The aim of this study was to detect aesthetic results on ten cases operated for skeletal discrepancies by maxillary distraction and repositioning in one stage and mandibular distraction. To obtain this goal we performed the aesthetic evaluation of pre-operative, post-operative and two years post-operative results on 10 cases operated by advanced distraction techniques.
2 Materials and methods
To evaluate aesthetic results of 10 cases (n=10) operated with distraction techniques, our research group submitted pre-operative, immediate post-operative and 2-years post-operative pictures to a group of 20 students to get feedback on the aesthetic results using the five-point scale of Likert.
The ten cases were composed by seven cases of III class with maxillary collapse operated by distraction and repositioning in one stage and three cases of II class treated with maxillary expansion and mandibular advancement following the new distraction techniques. The group of twenty people selected for case evaluation, was composed of medical doctor students ranging from 20 to 25 years old of both sexes (10 males and 10 females).
The group of students evaluated pictures in frontal left side, right side and oblique right and left side for each patient for face and smile. Evaluation was performed filling out a questionnaire and using a five-point Likert scale (1=very unattractive and 5=very attractive).
Ten cases of orthognatic surgery have been performed following distraction new techniques in combination with ancillary surgical procedures. Seven cases were subjected to maxillary bone distraction and repositioning in one stage in III class malocclusion. Three cases showing II class malocclusion with heavy discrepancy (overjet > 10 mm) were subjected to mandibular distraction by intraoral three-dimensional distraction and ancillary surgical procedures.

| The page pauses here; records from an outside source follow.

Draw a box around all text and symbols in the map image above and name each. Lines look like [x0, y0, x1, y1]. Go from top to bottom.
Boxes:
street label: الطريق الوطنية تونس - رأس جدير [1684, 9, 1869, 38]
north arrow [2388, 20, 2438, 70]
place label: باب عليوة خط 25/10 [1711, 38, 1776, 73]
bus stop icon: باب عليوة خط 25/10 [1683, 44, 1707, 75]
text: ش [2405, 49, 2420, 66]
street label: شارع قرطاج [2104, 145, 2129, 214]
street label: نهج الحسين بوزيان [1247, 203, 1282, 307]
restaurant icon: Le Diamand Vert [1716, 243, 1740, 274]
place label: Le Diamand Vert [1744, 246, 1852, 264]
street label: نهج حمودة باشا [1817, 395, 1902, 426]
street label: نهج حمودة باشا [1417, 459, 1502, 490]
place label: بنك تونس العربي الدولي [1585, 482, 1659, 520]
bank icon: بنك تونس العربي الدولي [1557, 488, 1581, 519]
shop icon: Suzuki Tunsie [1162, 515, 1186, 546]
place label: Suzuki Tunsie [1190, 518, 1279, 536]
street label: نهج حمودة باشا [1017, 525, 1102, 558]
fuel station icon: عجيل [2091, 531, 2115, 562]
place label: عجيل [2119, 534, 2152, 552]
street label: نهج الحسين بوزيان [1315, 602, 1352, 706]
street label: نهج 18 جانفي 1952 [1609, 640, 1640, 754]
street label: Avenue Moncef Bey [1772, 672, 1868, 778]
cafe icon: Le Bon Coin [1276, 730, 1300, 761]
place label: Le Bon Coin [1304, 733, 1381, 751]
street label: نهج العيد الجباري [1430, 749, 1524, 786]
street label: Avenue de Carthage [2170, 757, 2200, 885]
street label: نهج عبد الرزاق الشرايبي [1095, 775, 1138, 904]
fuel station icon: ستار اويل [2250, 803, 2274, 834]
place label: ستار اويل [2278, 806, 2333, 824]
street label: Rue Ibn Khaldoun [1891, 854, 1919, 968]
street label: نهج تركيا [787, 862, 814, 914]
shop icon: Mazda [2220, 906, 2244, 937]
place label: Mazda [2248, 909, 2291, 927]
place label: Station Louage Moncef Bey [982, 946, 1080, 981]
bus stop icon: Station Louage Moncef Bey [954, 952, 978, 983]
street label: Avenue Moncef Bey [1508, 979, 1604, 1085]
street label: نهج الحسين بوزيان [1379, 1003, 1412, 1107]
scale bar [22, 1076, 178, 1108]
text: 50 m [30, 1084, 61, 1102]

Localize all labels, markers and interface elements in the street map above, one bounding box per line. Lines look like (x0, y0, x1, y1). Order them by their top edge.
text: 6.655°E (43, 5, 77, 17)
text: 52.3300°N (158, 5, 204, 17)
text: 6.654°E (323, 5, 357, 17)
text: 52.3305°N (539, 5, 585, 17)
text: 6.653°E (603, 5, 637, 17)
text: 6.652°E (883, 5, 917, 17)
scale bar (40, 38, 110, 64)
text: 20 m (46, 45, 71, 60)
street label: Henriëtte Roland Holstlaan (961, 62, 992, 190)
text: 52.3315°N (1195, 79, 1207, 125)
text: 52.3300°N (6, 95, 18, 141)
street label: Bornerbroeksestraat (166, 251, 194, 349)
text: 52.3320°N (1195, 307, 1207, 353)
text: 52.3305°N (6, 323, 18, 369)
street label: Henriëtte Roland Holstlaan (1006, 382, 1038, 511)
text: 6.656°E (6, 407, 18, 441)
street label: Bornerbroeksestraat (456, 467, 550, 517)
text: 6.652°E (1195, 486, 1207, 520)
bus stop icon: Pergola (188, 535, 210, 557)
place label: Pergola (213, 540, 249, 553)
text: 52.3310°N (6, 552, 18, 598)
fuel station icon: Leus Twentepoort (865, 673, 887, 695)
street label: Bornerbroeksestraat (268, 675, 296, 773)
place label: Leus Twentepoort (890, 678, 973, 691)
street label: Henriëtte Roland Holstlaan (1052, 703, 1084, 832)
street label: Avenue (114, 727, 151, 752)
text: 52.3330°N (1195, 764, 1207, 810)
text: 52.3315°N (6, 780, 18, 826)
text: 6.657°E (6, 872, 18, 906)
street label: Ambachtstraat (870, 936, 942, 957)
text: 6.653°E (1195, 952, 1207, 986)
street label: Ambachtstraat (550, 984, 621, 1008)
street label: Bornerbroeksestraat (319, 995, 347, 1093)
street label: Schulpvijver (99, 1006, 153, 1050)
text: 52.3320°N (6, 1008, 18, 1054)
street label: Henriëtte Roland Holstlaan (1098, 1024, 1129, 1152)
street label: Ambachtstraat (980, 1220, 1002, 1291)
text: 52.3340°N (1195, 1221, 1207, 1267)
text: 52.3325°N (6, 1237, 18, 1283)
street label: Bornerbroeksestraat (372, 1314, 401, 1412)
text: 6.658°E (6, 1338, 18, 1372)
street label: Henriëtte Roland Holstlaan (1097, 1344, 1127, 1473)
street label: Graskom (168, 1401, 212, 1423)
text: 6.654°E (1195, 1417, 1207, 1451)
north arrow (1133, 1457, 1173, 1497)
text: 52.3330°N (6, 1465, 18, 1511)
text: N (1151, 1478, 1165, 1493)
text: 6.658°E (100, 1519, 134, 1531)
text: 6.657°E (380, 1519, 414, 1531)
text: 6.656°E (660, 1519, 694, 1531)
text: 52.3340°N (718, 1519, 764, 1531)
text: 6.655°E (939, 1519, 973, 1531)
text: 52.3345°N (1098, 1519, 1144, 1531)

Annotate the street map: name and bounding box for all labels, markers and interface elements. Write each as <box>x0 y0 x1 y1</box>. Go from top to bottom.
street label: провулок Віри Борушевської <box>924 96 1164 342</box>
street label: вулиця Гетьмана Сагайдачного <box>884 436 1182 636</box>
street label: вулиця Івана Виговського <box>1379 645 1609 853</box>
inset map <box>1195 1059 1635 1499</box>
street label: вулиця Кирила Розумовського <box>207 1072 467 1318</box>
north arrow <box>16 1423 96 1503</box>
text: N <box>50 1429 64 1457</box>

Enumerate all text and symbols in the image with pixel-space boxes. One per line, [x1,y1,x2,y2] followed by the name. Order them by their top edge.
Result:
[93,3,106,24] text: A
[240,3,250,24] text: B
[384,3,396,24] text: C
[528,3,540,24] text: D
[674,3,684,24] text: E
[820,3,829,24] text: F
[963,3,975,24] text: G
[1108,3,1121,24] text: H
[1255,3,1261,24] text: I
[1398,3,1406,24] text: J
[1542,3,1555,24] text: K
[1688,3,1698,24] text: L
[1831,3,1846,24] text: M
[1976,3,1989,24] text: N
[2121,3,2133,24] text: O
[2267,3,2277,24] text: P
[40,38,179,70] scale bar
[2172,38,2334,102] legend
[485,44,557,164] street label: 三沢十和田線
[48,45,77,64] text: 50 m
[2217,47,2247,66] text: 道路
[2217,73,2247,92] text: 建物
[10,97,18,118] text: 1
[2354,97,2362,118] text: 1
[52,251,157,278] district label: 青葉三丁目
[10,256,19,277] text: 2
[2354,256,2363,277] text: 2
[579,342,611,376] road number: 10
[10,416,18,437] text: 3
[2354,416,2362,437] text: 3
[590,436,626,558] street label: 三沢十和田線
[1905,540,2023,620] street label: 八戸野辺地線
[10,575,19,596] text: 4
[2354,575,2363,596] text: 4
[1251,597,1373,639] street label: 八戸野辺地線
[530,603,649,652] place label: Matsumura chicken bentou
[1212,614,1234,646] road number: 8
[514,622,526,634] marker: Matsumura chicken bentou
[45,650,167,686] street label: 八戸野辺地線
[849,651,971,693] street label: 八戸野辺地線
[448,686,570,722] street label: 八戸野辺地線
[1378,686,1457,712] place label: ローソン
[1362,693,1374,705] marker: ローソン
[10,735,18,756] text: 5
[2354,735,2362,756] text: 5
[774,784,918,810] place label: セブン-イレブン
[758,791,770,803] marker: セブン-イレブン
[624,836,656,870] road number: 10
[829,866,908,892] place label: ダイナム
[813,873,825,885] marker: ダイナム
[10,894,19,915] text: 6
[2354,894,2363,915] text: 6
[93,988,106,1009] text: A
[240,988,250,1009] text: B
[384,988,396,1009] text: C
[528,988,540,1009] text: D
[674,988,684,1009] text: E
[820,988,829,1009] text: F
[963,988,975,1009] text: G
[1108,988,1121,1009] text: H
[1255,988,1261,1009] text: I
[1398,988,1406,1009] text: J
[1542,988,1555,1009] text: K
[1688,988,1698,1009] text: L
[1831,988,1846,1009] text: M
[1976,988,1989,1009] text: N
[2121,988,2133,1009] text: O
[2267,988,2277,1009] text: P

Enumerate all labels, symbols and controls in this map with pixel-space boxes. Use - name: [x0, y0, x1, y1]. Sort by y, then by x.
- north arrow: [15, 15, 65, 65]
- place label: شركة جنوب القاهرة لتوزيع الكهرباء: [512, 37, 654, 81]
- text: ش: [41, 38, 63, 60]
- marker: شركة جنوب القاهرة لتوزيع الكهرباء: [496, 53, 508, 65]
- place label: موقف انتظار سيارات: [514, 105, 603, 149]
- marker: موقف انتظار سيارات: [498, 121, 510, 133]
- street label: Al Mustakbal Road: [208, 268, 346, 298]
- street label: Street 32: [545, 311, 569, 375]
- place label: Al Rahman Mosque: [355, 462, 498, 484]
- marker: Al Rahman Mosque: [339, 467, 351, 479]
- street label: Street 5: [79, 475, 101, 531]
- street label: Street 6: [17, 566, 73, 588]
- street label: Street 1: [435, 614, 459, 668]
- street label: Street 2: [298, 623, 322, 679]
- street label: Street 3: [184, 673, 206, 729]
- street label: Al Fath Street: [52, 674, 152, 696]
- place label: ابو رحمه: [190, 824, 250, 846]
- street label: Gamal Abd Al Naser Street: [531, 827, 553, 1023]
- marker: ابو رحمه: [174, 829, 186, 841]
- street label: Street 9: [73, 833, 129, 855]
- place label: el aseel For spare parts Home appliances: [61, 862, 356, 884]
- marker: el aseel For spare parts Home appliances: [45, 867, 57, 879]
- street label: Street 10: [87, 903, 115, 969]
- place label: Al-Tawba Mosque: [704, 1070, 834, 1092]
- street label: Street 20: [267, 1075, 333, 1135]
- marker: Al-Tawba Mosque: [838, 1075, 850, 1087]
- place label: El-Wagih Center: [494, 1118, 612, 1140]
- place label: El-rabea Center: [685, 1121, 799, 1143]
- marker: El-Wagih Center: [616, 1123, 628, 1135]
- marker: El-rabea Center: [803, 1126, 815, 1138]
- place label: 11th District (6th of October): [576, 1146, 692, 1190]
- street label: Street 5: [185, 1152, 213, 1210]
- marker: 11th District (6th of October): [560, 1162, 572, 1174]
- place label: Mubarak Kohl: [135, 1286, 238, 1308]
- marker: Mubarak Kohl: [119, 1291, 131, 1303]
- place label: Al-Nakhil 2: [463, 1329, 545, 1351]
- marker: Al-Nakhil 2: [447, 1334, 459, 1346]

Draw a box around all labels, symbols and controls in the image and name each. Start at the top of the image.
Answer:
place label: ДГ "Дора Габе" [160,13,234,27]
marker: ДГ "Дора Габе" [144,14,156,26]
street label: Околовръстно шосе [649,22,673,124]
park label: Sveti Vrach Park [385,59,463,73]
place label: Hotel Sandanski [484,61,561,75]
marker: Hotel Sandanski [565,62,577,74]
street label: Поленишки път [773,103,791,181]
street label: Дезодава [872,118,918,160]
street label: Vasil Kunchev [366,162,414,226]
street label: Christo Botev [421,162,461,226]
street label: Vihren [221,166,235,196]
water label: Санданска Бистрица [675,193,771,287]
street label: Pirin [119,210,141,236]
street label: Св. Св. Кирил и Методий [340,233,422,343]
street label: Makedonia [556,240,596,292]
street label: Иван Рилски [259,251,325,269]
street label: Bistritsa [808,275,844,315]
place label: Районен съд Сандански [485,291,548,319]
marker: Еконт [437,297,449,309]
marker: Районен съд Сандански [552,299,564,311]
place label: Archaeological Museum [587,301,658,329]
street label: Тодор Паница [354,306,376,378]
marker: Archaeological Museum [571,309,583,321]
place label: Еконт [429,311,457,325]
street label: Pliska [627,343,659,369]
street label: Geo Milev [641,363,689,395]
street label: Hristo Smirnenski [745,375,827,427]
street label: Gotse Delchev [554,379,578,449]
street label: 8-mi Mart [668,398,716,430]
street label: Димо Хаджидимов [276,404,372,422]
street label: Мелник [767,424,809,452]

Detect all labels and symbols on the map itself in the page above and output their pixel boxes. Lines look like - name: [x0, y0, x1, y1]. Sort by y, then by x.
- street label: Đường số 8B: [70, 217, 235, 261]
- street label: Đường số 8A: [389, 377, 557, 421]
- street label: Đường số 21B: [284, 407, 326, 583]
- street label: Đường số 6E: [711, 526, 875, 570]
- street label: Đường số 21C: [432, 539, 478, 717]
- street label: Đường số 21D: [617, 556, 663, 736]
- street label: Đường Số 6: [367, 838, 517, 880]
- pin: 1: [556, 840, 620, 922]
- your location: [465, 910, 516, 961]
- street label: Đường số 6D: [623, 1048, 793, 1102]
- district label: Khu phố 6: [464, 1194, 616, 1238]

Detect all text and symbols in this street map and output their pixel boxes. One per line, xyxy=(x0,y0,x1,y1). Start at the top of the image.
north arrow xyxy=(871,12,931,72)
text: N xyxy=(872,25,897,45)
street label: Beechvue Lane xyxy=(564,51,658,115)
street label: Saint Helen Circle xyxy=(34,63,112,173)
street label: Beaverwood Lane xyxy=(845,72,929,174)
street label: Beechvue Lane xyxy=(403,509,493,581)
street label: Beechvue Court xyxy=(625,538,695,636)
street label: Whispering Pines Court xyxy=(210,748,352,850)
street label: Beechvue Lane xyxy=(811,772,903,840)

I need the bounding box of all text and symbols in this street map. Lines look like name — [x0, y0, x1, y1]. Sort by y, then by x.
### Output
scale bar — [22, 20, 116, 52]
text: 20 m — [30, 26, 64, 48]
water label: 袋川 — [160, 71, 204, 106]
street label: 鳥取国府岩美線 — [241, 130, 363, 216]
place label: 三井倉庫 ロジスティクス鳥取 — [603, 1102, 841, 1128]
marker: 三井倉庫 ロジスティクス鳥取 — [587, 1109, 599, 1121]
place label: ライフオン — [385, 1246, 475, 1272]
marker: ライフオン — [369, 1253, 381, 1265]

In the seven cases of maxillary distraction a Le fort I osteotomy with down-fracture, midline osteotomy, advancement and repositioning of the maxillary bones in one stage and distraction by 4 screw bone anchorage distractor device was performed following the Cortese techniques [28-30].
For this reason four L shaped miniplates with long vertical arms, four holes and only three screws for each plate were used with only one screw in the upper hole of the vertical arms and two screws on the horizontal arms.
In this way it was obtained a semi-rigid fixation in the transverse dimension and a rigid fixation in the antero-posterior direction to allow transverse expansion during distraction in association with an antero-posterior stable repositioning of the jaws in a single time.
Palatal distractor was constructed casting a titanium jackscrew (Dentaurum gmbh & co.) with four one-hole miniplates (Stryker) fixing the device in the paramedian site of the palate by four self-locking screws to achieve a rigid system with full control of the maxillary distraction in the three planes of the space.
In the other 3 cases of mandibular advancement and distraction an intraoral three-dimensional distractor device anchored by screws on the proximal fragments (ramus) and the distal fragment (arch) of the osteotomy site was used.
A mandibular distractor device (Orthognathics Gmb-HBellerivestrasse34 348008 Zürich), which allows three-dimensional distraction by three telescopic screws in the three planes of the space, was fixed after pre-gonial angle osteotomies on both vertical ramus and mandibular arch by bi-cortical screws. After seven days of healing time, distraction started at one mm/day rate divided in two activations every day for the number of days necessary to achieve final result with little overcorrection of the malocclusion.
During active distraction elastic forces of II class from upper canine to lower molars region and vertical bone anchored elastic forces in the midline regions were used to decrease the load on the TMJ surfaces and for better controlling the distraction vectors. Contention time was 4 months with elastic forces application during the night followed by device removal.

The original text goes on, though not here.